There are other things that could be causing the problem, like books that aren't indexed, or a corrupt book file. To check to see if a book is still indexing, on the Home screen type some gibberish, and see if the Kindle lists any books that are not indexed. If it does, delete those books and download them again later.

If that doesn't work, a factory reset may be in order. Please note that this will delete all of your books. I would suggest then just adding back in the book you are currently reading, and see if the problem persists.


----------



## stereo01 (Oct 14, 2010)

I had the wake up problem and got a new Kindle 3.  It worked for about 2 days good without hanging up.  Now, it has locked up 3 times in the last 2 days where I had to reboot the Kindle to wake it up and get going again.  When I do this, it is very annoying because I lose my place where I was reading.  Also it takes about a minute to reboot the Kindle and get going again.  I have upgraded to the latest firmware version and I guess that doesn't solve the problem.  I now have to decide whether to take it back or keep it and hope a future firmware update will fix it. I've noticed that Sony has some new E-readers coming out so maybe I should take it back and wait for the Sony.  This whole thing is disappointing.  I don't why they sell things that have these bugs in them.  The engineers should fix the problem before they sell them.  Other than the wake up problem, the Kindle is a great reader.


----------



## sverny (Oct 22, 2010)

I've had my kindle for about a month now and was experiencing the wakeup problem but it usually happened after a disconnect from my PC.  To wake it up again I had to plug it in the PC USB connection again and the book reset (usually losing any locations of where you left off in an open book).  After that it seemed to work just fine.  I think the issue is when you disconnect you must do a formal USB stop and disconnect process.  Don't just unplug it while it is actively hooked up.  I also contacted the help desk and they led me to the download page and directed me to install the latest software upgrade (3.0.2 B006 - although still in beta status) and that seemed to help as well.


----------



## Ann in Arlington (Oct 27, 2008)

sverny said:


> . . . . .the latest software upgrade (3.0.2 B006 - although still in beta status) and that seemed to help as well.


My understanding is that 3.0.2 is now 'official' and there's a 3.0.3 in 'early-pre-release' status. . . . . .


----------



## stereo01 (Oct 14, 2010)

I'm still having wakup problems.  Today, I updated to the latest firmware and and 'within my house' the unit worked perfectly.  It changed from sleep mode to wake up mode instantly when I slid the power button to the right.  Then, I went out to a restaurant and it would not wake up.  What could have happened between the 30 minutes I left my house and got to the restaurant?  I have wifi in my house and was thinking that maybe that had something to do with it.  However, it looks like the wifi disconnects when I leave the house so I don't think that is the problem.  I did have it plugged into the usb port on my computer when I updated the firmware.  Maybe I didn't eject it properly from the usb port and that is what caused it to lock up 30 minutes later.  Anyway, this is a real mystery to me.  I can't understand what could cause this since the Kindle 3 works perfectly otherwise.

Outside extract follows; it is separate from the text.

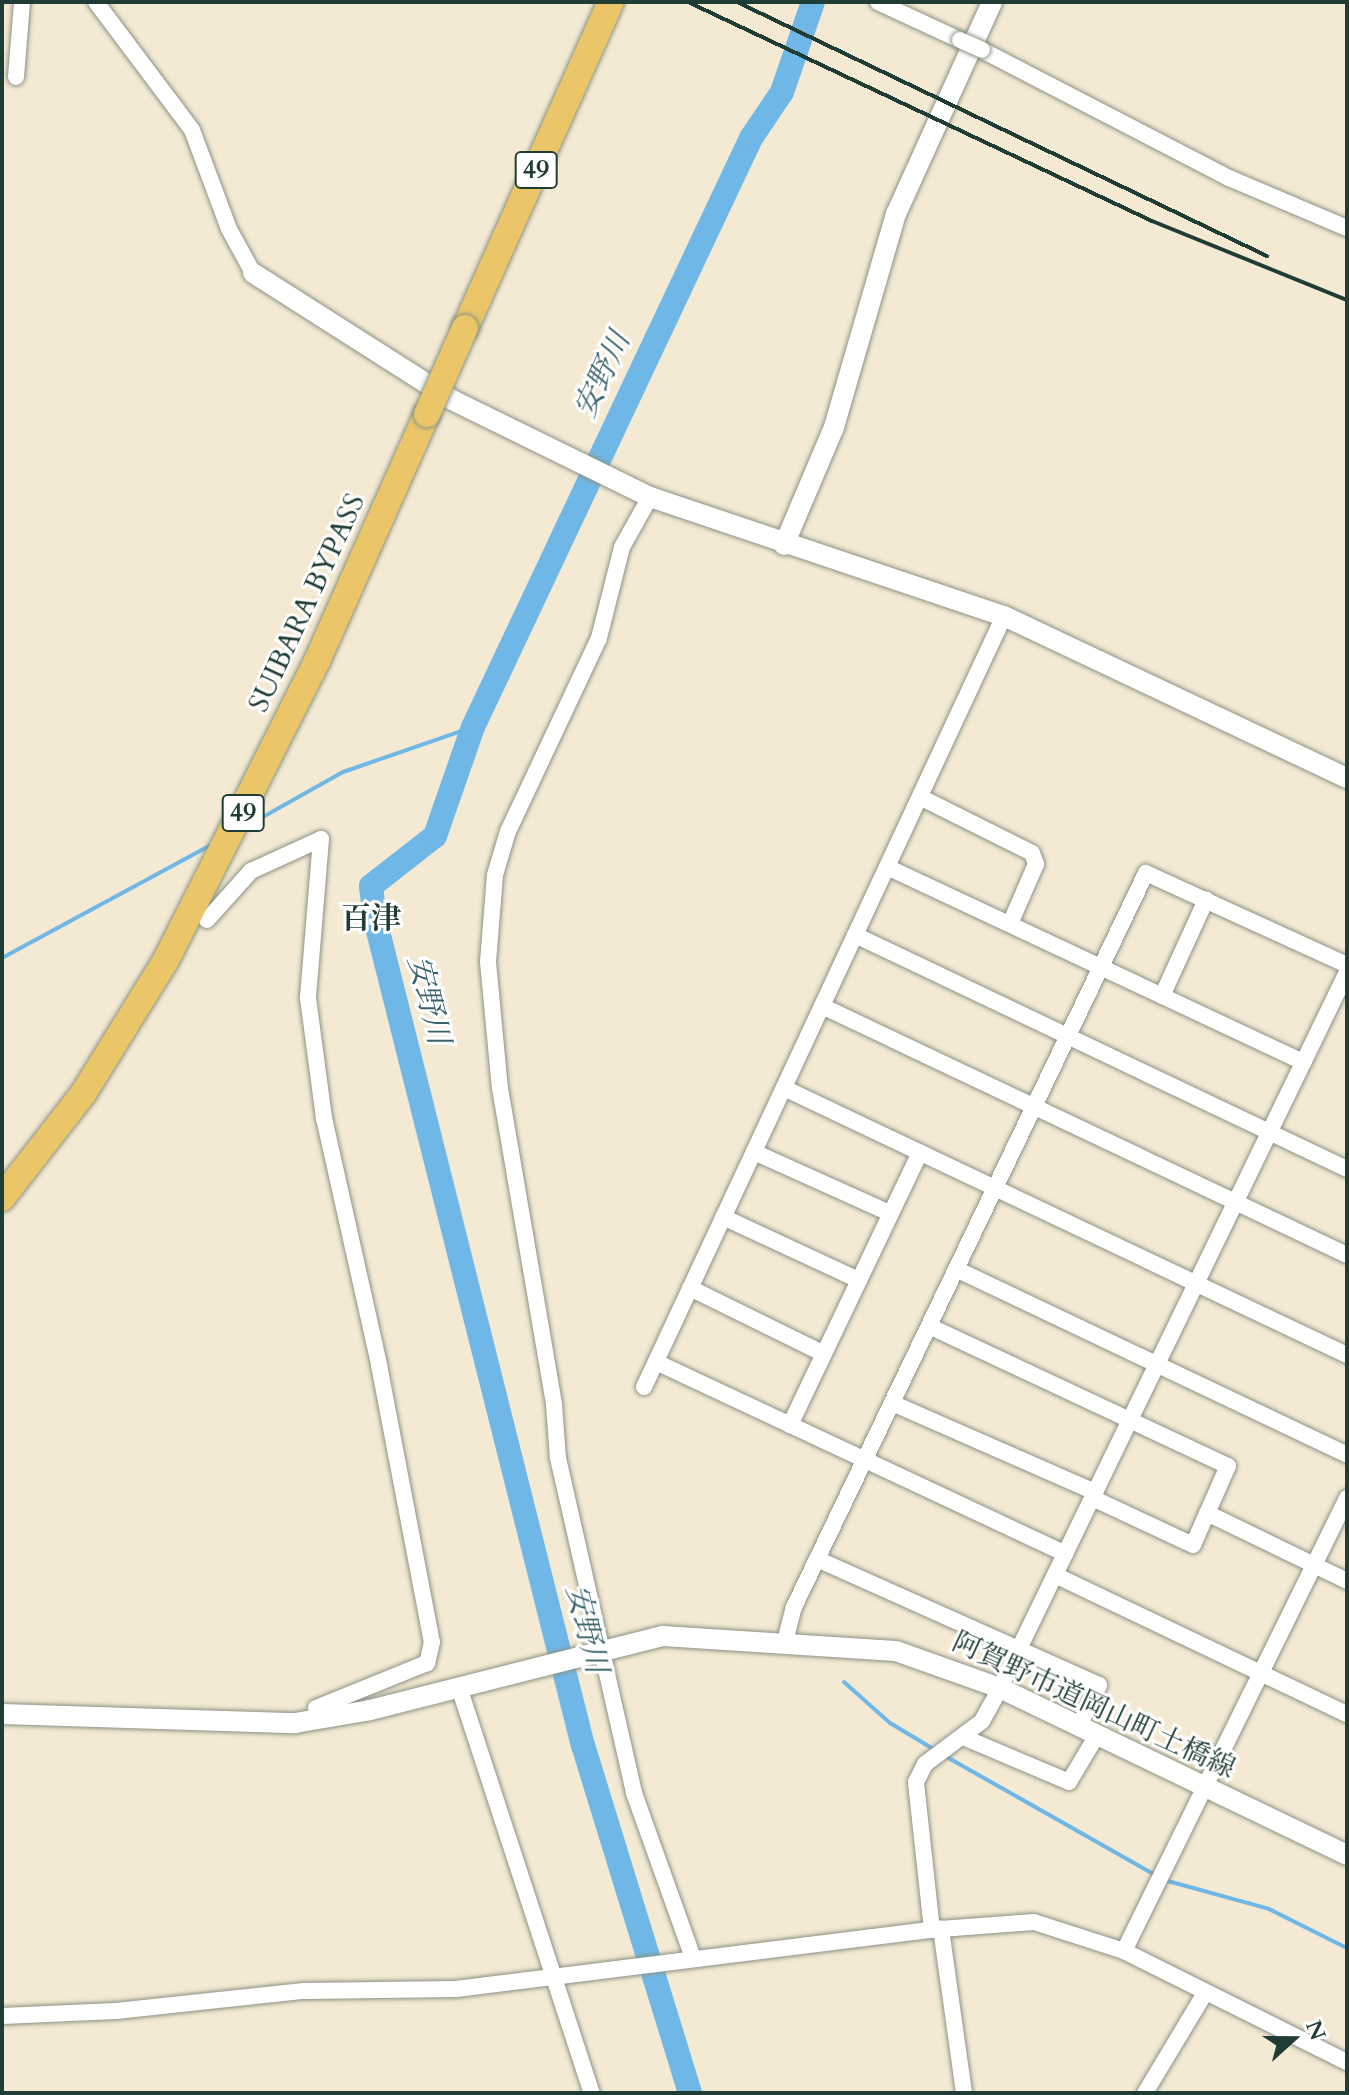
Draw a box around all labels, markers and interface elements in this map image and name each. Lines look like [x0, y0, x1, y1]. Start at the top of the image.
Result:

There has to be something within the communications of my house that leaves the Kindle 'locked up' when I leave.  Otherwise, every one who has a Kindle 3 would have this 'wake up' problem.


----------



## dgonneau (Oct 25, 2010)

Having the wakeup problem too... and it's getting worse and worse 
The first time that it happened, I could do a hard reset, but last week-end it was really stuck on one of the screen saver.
I called CS and they told me to hold for a while the power switch. I think I hold it for around 40 second. But then nothing happened.
Then they told me to plug it in case the battery had run out.
I did and after a while, around 10 or 15 minutes after the kindle did reboot (just as I was peering at it, what a coincidence ... I wonder if it did reboot more than once ...).

Anyway I thought that will a full battery my problem would be gone for now but now, Monday it is and without having used it since Saturday, it's locked again...

I'm getting desperate. I will call CS again but if they better not tell me to plug it again. It might fix the problem but the purpose of having an Ebook reader is about the possibility to be far from a power source for one or two weeks.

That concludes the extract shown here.